BRIEF SUMMARY OF THE INVENTION
Objects of the present invention is to simplify the complicated
dyeing process using a naphthol dye, and also to provide a modified
regenerated cellulose fiber which enables dyeing melange yarn or
union knitted/woven fabric in different colors with a naphthol dye
even in piece-dyeing by combining a modified regenerated cellulose
fiber of the present invention with other fibers by means of mixed
spinning or union knitting/weaving, as well as dyed fiber products
thereof.
The present inventors earnestly studied to solve the
above-described problems and obtained a modified regenerated
cellulose fiber which contains 0.5-3.0% by weight based on the
regenerated cellulose fiber of a grounder of naphthol dye selected
from the group having a medium to high level of affinity to the
regenerated cellulose fiber in a matrix consisting of the
regenerated cellulose fiber.

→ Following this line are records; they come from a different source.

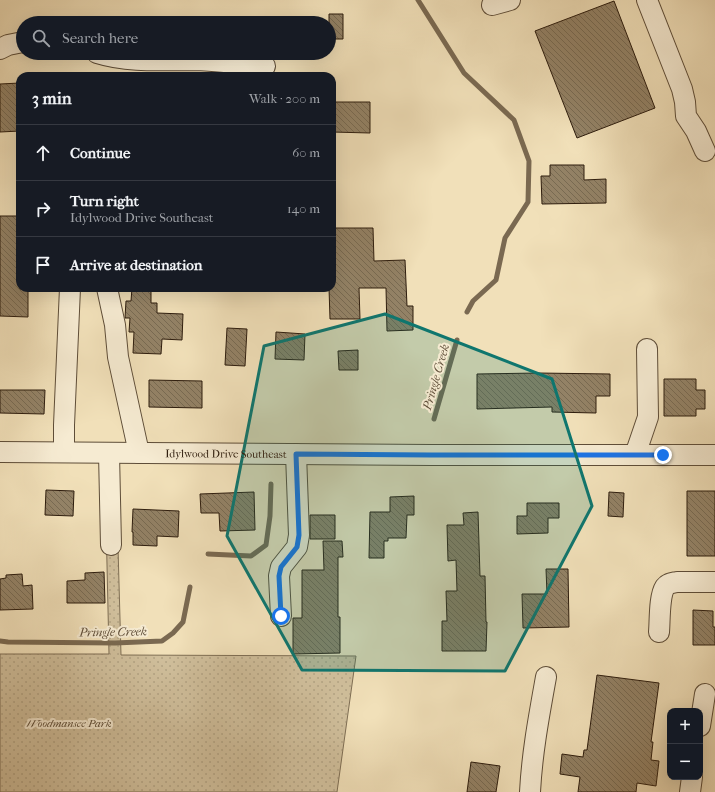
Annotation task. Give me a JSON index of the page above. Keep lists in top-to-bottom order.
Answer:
{
  "streets": {
    "street": ["Idylwood Drive Southeast"]
  },
  "water": ["Pringle Creek"],
  "parks": ["Woodmansee Park"],
  "page": {
    "search": "Search here",
    "heading": ["3 min", "Walk · 200 m"],
    "list": [
      ["Continue", "60 m"],
      ["Turn right", "Idylwood Drive Southeast", "140 m"],
      "Arrive at destination"
    ],
    "map_buttons": ["+", "−"]
  }
}
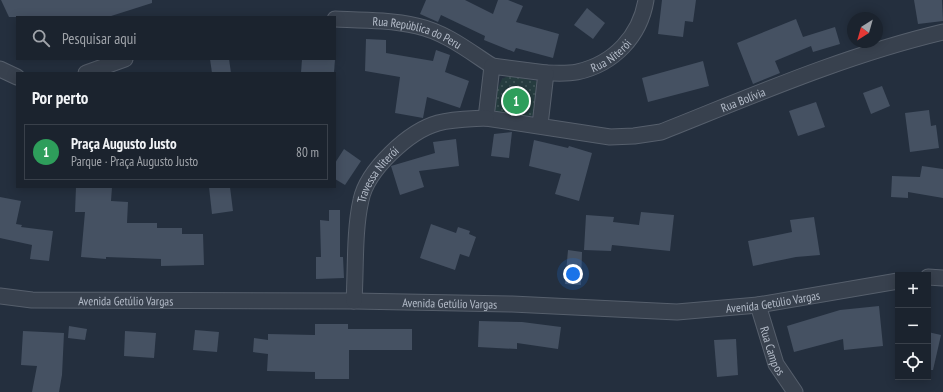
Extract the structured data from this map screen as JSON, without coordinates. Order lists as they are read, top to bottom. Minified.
{"streets":{"street":["Rua República do Peru","Rua Niterói","Rua Bolívia","Travessa Niterói","Avenida Getúlio Vargas","Rua Campos"]},"crossings":[["Rua República do Peru","Rua Niterói"],["Rua Bolívia","Travessa Niterói"],["Travessa Niterói","Avenida Getúlio Vargas"],["Avenida Getúlio Vargas","Rua Campos"]],"north":"bottom left","page":{"search":"Pesquisar aqui","heading":"Por perto","pins":"1","list":[{"mark":"1","name":"Praça Augusto Justo","note":"Parque · Praça Augusto Justo","value":"80 m"}],"map_buttons":["+","−"]}}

Since the modified regenerated
cellulose fiber of the present invention can be dyed only with a
developer, the conventional dyeing process using a naphthol dye can
be remarkably simplified. At the same time, as this method gives no
or little staining to other fibers, it becomes possible to dye a
melange yarn or an union knitted/woven fabric in different colors
by piece dyeing using a naphthol dye, by combining the modified
regenerated cellulose fiber and other fibers by means of mixed
spinning or union knitting/weaving, and obtain the variety of fiber
products.
BRIEF DESCRIPTION OF THE PREFERRED EMBODIMENTS
In the present invention, a grounder of naphthol dye is contained
in a matrix of regenerated cellulose fiber by adding and mixing a
grounder of naphthol dye in a spinning solution to produce
regenerated cellulose fiber, followed by spinning. Thus, the
grounder must be selected considering not only hue but also an
affinity to regenerated cellulose fiber.
As a grounder of naphthol dye to be used in the present invention,
those selected from the group having a medium to high level of
affinity to regenerated cellulose fiber are suitable. These
grounders are preferable because they hardly flow out from the
fiber in a spinning process of regenerated cellulose fiber and
provide deep color since coupling reaction in the fiber is not
inhibited during dyeing step with a developer. A grounder in the
group having a medium level of affinity to regenerated cellulose
fiber includes Colour Index Azoic Coupling Component (hereinafter
abbreviated as C.I.A.C.C.) 11, C.I.A.C.C. 12, C.I.A.C.C. 17,
C.I.A.C.C. 19 and the like described in Azoic Section of Color
Index, Second Edition, 1956, Vol. 3, printed and published from
Chorlcy & Pickersgil Ltd. A grounder in the group having a high
level of affinity to regenerated cellulose fiber includes, for
example, C.I.A.C.C. 4, C.I.A.C.C. 10, C.I.A.C.C. 23 and C.I.A.C.C.
28 and the like.
A grounder such as C.I.A.C.C. 2, C.I.A.C.C. 14 and C.I.A.C.C. 18
and the like in the group having a low level of affinity to
regenerated cellulose fiber is not preferable due to a problem that
it can not provide a deep color in the dyeing step using a
developer because it tends to flow out into spinning bath in a
spinning process, in which the grounder is added and mixed into a
spinning solution to produce regenerated cellulose fiber followed
by spinning, and does not remain in the regenerated cellulose
fiber.
On the other hand, a grounder such as C.I.A.C.C. 3, C.I.A.C.C. 13
and C.I.A.C.C. 32 and the like in the group having a higher to
highest level of affinity to regenerated cellulose fiber is also
not preferable due to a problem that it can not provide deep color
in the dyeing step using a developer because the grounder is fixed
in the fiber by a strong interaction with cellulose molecules in
the fiber and coupling reaction with a developer in the dyeing step
is inhibited, although flowing out from regenerated cellulose fiber
is little in a spinning process, in which the grounder is added and
mixed into a spinning solution to produce regenerated cellulose
fiber followed by spinning.
The present invention provides a modified regenerated cellulose
fiber which contains 0.5-3.0% based on the regenerated cellulose
fiber of a grounder of naphthol dye selected from the group having
a medium to high level of affinity to regenerated cellulose fiber.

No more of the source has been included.